**Work request**
Among the records, how many lines carry the string "Court"? Give that number with nothing added.

**Dataset entries**
------
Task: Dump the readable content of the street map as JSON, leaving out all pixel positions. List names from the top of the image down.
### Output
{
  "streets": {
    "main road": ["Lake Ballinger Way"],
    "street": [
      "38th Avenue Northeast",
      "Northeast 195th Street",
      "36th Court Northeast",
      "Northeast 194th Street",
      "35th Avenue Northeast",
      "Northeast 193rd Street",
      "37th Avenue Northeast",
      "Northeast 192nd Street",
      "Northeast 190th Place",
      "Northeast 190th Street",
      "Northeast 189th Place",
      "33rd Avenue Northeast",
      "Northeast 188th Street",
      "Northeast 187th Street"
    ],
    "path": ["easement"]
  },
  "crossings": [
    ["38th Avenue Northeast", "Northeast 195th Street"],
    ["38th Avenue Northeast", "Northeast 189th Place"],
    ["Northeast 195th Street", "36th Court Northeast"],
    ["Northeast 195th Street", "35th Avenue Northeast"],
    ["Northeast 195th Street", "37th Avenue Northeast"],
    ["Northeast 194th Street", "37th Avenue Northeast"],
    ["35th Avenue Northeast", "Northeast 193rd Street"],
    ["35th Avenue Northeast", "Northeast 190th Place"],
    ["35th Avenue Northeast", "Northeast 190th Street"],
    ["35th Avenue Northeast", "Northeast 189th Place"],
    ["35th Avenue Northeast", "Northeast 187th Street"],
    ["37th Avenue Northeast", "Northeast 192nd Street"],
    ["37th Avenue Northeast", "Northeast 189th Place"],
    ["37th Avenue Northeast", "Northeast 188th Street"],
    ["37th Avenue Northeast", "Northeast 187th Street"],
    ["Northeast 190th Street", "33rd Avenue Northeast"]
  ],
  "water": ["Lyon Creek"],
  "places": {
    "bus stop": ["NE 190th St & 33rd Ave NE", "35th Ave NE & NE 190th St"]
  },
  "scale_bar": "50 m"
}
------
**Expected answer**
2